R12 is halogen, nitro, cyano, hydroxy, trifluoromethoxy, trifluoromethyl, amino, formyl, carboxy, carbamoyl, mercapto, sulfamoyl, methyl, ethyl, methoxy, ethoxy, acetyl, acetoxy, 2-methoxyethoxy, 2-hydroxyethoxy, methylamino, ethylamino, dimethylamino, diethylamino, N-methyl-N-ethylamino, acetylamino, N-methylcarbamoyl, N-ethylcarbamoyl, N,N-dimethylcarbamoyl, N,N-diethylcarbamoyl, N-methyl-N-ethylcarbamoyl, methylthio, ethylthio, methylsulfinyl, ethylsulfinyl, mesyl, ethylsulfonyl, methoxycarbonyl, ethoxycarbonyl, N-methylsulfamoyl, N-ethylsulfamoyl, N,N-dimethylsulfamoyl, N,N-diethylsulfamoyl, N-methyl-N-ethylsulfamoyl, carbocyclyl, aryl, or heterocyclyl.

5. The method of claim 4 wherein R1 is alkyl substituted with hydroxy.

6. The method of claim 4 wherein R3 is hydroxy.

7. The method of claim 4 wherein R4 is hydroxy.

8. The method of claim 1 wherein the subject is diagnosed with non-small cell lung cancer.

9. The method of claim 1, wherein the inhibitor of Mcl-1 and Akt binding is administered in combination with an additional chemotherapy agent.

10. A pharmaceutical composition comprising an inhibitor of Mcl-1 and Akt binding disclosed herein or pharmaceutically acceptable salt thereof and a pharmaceutically acceptable excipient.

11. The pharmaceutical composition of claim 10 in the form of a pill, capsule, or table.

12. The pharmaceutical composition of claim 10 in the form of an aqueous isotonic or non-isotonic pH buffered solution.

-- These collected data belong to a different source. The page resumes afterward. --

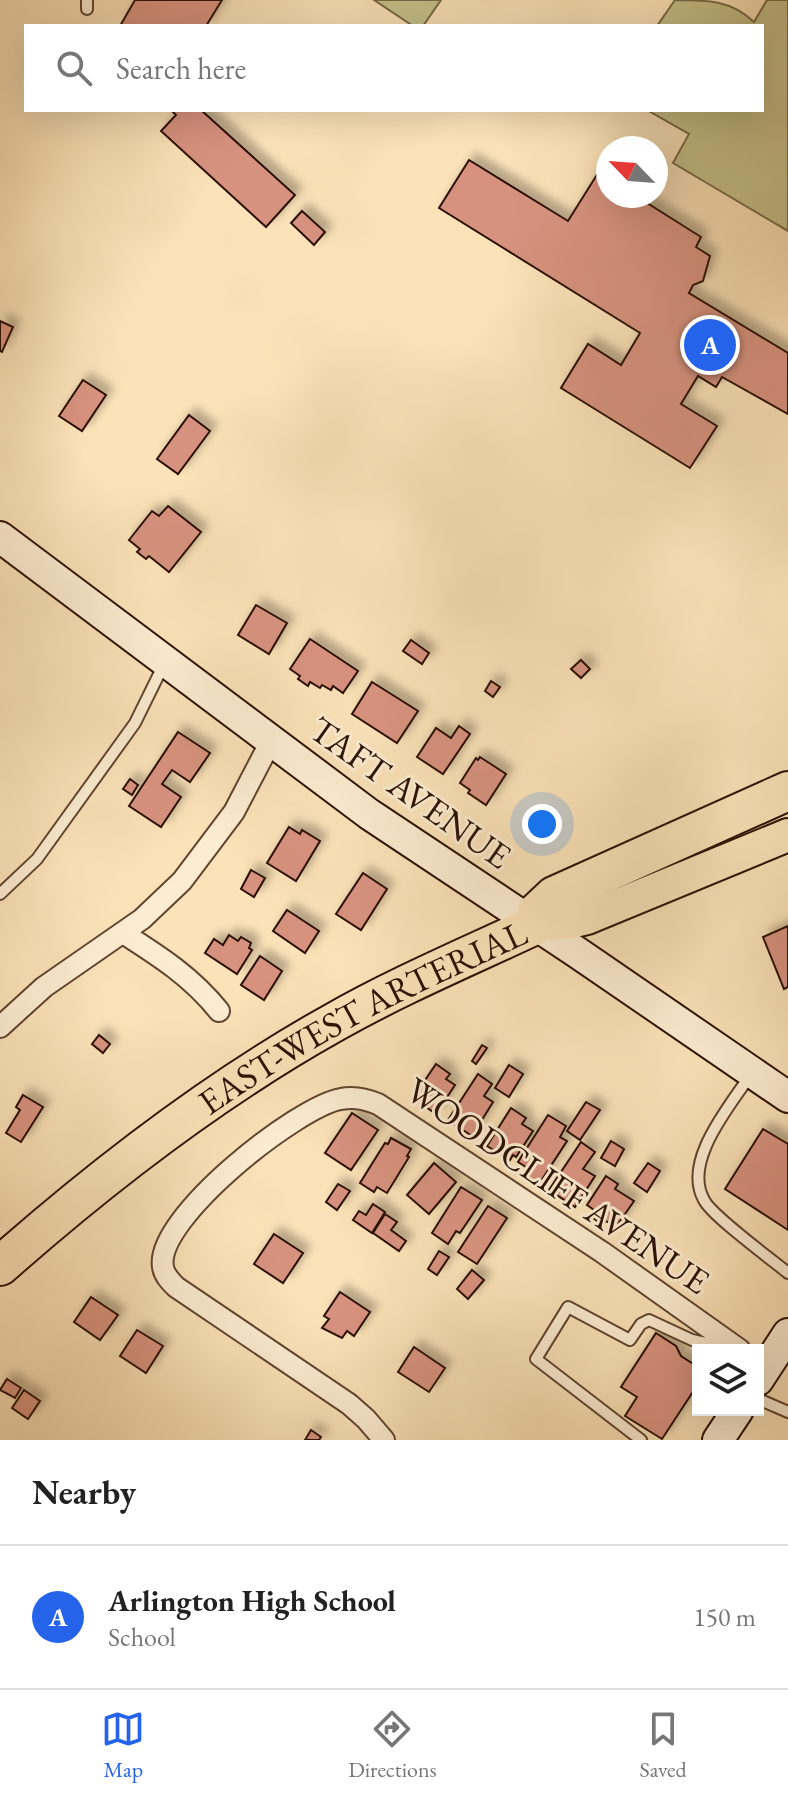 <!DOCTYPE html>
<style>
:root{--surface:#fff;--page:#f6f6f6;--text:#222;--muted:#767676;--line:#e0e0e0;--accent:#2563eb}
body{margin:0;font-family:"EB Garamond",serif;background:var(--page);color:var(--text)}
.controls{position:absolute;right:24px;bottom:24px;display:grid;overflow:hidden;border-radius:0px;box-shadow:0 8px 32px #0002}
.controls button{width:72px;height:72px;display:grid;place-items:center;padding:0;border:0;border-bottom:2px solid var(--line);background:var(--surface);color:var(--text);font:40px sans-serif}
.compass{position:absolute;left:596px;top:136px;width:72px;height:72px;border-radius:50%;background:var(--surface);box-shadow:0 8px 32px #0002;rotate:295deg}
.you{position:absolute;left:542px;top:824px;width:28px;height:28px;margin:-20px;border:6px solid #fff;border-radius:50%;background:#1a73e8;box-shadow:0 0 0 12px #1a73e833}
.badge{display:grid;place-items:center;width:52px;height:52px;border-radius:50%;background:var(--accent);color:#fff;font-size:26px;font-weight:700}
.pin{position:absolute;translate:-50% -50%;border:4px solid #fff;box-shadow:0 2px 8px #0006}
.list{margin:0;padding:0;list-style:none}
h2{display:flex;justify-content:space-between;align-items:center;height:104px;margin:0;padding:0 32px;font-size:34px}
h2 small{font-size:26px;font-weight:400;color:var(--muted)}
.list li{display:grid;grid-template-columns:52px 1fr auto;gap:24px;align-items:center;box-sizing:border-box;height:144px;padding:0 32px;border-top:2px solid var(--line)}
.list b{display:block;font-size:30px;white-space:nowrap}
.list p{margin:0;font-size:26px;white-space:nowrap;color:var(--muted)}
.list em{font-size:26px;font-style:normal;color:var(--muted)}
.icon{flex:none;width:44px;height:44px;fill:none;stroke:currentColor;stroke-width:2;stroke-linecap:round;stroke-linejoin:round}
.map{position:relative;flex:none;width:788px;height:1440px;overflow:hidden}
.search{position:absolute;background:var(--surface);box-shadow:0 8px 32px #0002;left:24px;right:24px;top:24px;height:88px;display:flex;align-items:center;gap:20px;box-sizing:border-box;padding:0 28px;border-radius:0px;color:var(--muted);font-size:30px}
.sheet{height:248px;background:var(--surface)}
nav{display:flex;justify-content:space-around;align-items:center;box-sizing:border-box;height:112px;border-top:2px solid var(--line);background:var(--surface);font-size:22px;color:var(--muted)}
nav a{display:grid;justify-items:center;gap:4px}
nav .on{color:var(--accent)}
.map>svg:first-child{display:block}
.green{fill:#c5c18a;stroke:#786946;stroke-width:2}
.building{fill:#d7927f;stroke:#2c1103;stroke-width:2;filter:url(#shadow)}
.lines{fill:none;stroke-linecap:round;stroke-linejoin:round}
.lane-casing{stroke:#604530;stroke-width:14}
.street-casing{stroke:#604530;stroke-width:24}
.secondary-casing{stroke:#2c1103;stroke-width:34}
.primary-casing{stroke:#2c1103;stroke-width:36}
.highway-casing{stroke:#2c1103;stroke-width:42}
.lane{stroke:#fcecd1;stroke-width:10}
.street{stroke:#fcecd1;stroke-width:20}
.secondary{stroke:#fcecd1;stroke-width:30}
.primary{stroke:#fbe2b8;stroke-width:32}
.highway{stroke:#fbe2b8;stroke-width:38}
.labels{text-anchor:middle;stroke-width:6;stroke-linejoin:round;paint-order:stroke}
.street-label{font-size:36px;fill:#2c1103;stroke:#fcecd1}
</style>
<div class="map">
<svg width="788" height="1440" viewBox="0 0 788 1440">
<defs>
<filter id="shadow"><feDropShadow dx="7" dy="-7" stdDeviation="4" flood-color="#0004"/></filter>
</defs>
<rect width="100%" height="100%" fill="#fbe2b8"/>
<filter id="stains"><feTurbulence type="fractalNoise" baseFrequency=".0025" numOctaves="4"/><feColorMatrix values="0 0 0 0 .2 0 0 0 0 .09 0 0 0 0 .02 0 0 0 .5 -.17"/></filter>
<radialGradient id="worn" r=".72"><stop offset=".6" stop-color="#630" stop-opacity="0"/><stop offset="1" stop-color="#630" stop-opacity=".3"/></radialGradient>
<g class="green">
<path d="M374,0H441L423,26H413Z"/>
<path d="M675,0C707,0 731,0 754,22L767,0H788V231L673,163L689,134L647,110H762V26H657Z"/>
</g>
<g class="building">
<path d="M135,0H222L206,26H120Z"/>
<path d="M171,110H201L295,195L266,227L161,131L176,115Z"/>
<path d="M469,160L568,221L598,173L608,179V196H636L701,237L696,247L710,256L703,281L693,285L689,293L788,353V414L722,377L716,387L698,376L681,404L717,426L690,468L561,388L588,344L621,365L640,333L439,208Z"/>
<path d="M302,211L325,232L314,245L291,223Z"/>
<path d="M0,321L13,327L2,352L0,351Z"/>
<path d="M83,380L106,395L82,431L59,416Z"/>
<path d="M189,415L210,431L178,474L157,459Z"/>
<path d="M168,506L201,532L169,572L149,556L146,559L137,552L140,549L129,540L152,511L159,516Z"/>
<path d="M256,605L287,623L269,654L238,635Z"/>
<path d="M310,639L358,671L343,693L333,686L331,690L322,685L320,688L310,682L308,686L298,679L300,676L290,669Z"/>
<path d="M411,640L429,653L422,664L403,651Z"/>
<path d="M581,660L590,669L581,678L571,669Z"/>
<path d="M491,681L500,687L493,697L485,691Z"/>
<path d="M372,682L418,711L397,743L352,714Z"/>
<path d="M459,726L470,734L443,774L417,757L436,728L451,738Z"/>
<path d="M178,732L210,753L190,782L172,770L162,784L181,797L161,827L129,806Z"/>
<path d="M480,757L506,774L486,805L468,793L470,790L460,783L476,758L478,760Z"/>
<path d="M130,779L138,785L132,795L123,789Z"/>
<path d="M289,827L300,834L302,830L320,841L296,881L267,863Z"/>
<path d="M251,870L265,878L254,897L241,889Z"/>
<path d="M363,873L387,889L361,930L336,914Z"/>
<path d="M287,910L319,931L305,953L273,931Z"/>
<path d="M788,926V987L784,989L763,937Z"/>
<path d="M229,935L238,941L241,937L251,943L249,948L252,950L237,974L205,953L214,939L223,945Z"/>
<path d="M260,956L282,971L264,1000L241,985Z"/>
<path d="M99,1035L110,1044L103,1053L92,1044Z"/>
<path d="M482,1045L487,1048L476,1064L472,1061Z"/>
<path d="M436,1064L450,1074L446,1079L455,1085L436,1114L413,1098Z"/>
<path d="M509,1065L523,1074L509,1097L495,1088Z"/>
<path d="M478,1074L492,1084L484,1096L493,1102L472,1136L448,1120Z"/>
<path d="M23,1095L43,1107L21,1142L6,1133L20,1110L16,1107Z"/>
<path d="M586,1102L600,1110L580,1140L567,1131Z"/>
<path d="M511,1108L526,1118L522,1124L533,1131L516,1157L513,1155L510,1160L487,1146Z"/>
<path d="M352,1113L378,1130L351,1170L325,1153Z"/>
<path d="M548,1115L566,1126L560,1137L567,1141L539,1184L525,1175L529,1169L518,1162Z"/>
<path d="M763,1129L788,1144V1230L725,1189Z"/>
<path d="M391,1138L411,1149L407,1156L409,1157L387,1193L377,1187L374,1192L360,1183L385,1143L388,1144Z"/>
<path d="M611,1141L624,1149L615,1166L601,1158Z"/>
<path d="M581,1142L595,1152L583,1169L595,1176L575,1207L549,1190Z"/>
<path d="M434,1163L456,1182L429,1214L407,1195Z"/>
<path d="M648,1163L660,1171L647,1192L634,1183Z"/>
<path d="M606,1176L618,1184L615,1189L634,1201L616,1227L606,1221L603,1225L590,1216L594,1210L587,1205Z"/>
<path d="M338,1184L350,1191L337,1210L326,1202Z"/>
<path d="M461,1187L482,1200L460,1233L456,1231L448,1244L432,1233Z"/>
<path d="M373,1204L385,1212L372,1233L353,1220L359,1211L366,1215Z"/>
<path d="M488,1206L507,1218L477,1264L458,1252Z"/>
<path d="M385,1214L397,1222L391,1230L406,1241L399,1251L373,1233Z"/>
<path d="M274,1234L303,1253L283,1283L254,1264Z"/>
<path d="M439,1251L449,1257L437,1275L428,1269Z"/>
<path d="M472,1270L484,1280L468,1299L457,1289Z"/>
<path d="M340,1292L370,1312L354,1336L347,1331L342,1338L322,1328L329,1319L324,1316Z"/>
<path d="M91,1297L118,1315L100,1340L74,1322Z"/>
<path d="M137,1330L163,1346L146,1373L120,1356Z"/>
<path d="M656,1333L676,1346L681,1356L698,1367V1384L662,1439L625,1416L637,1397L621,1387Z"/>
<path d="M414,1347L445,1368L429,1392L398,1372Z"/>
<path d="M7,1379L21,1388L15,1398L0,1390Z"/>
<path d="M24,1390L40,1401L28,1419L12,1408Z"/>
<path d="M311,1430L321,1437L319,1440H305Z"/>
</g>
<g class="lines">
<g class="lane-casing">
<g id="lane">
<path d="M87,0V9"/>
<path d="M0,894L37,859L135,723L165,662"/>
<path d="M751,1074C730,1106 682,1161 704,1200C711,1215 771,1259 788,1273"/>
<path d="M758,1399L788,1412"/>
<path d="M641,1440L536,1359L568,1307L630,1340L641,1324L649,1320L692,1340L710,1344L722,1337"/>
</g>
</g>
<g class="street-casing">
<g id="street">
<path d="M123,933C159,956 192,977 219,1011"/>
<path d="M0,1027L44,987L142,919L182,881L234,812L271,741"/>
<path d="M384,1440L366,1419L349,1404L176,1287C170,1281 164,1275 163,1267C154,1219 298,1106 341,1099C354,1096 366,1099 378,1104L602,1252L740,1350"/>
</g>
</g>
<g class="secondary-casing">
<g id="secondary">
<path d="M0,537L369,814L578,953L788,1097"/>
<path d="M758,1380L788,1334"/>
<path d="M718,1440L738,1410"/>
</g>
</g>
<g class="primary-casing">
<path id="primary" d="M535,925L571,922L587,918L788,835"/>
</g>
<g class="highway-casing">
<g id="highway">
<path id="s1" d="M0,1266C103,1175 213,1090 333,1023C398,986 467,957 535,925L537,912L554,896L788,791"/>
</g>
</g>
<use href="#lane" class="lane"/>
<use href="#street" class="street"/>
<use href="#secondary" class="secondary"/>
<use href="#primary" class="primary"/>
<use href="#highway" class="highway"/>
</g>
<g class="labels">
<g class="street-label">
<text transform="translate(411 792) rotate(35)" y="13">TAFT AVENUE</text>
<text dy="13" stroke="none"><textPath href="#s1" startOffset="442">EAST-WEST ARTERIAL</textPath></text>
<text transform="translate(558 1185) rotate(34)" y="13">WOODCLIFF AVENUE</text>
</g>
</g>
<rect width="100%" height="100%" filter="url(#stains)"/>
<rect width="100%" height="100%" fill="url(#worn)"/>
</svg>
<div class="controls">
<button><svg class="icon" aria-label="layers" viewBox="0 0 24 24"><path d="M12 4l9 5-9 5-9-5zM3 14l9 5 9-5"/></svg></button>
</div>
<svg class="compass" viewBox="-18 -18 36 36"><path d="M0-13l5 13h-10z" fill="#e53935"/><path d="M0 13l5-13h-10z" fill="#767676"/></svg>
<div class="you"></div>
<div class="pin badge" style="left:710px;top:345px">A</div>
<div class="search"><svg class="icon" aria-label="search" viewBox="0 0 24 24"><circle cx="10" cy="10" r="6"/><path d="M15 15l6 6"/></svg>Search here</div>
</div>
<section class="sheet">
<h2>Nearby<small></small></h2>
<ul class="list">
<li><span class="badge">A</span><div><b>Arlington High School</b><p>School</p></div><em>150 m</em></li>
</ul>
</section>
<nav>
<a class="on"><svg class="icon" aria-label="map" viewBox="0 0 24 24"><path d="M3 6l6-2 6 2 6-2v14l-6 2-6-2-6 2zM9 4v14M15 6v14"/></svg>Map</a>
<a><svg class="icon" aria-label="directions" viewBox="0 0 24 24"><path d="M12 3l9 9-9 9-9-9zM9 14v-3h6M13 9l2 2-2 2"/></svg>Directions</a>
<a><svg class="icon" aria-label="saved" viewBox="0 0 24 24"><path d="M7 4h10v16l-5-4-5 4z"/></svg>Saved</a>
</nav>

13. The pharmaceutical composition of claim 10, wherein the pharmaceutically acceptable excipient is selected from a saccharide, disaccharide, sucrose, lactose, glucose, mannitol, sorbitol, polysaccharides, starch, cellulose, microcrystalline cellulose, cellulose ether, hydroxypropyl cellulose (HPC), xylitol, maltitol, gelatin, polyvinylpyrrolidone (PVP), polyethylene glycol (PEG), hydroxypropyl methylcellulose (HPMC), crosslinked sodium carboxymethyl cellulose, dibasic calcium phosphate, calcium carbonate, stearic acid, magnesium stearate, talc, magnesium carbonate, silica, vitamin A, vitamin E, vitamin C, retinyl palmitate, selenium, cysteine, methionine, citric acid, and sodium citrate, methyl paraben, propyl paraben, and combinations thereof.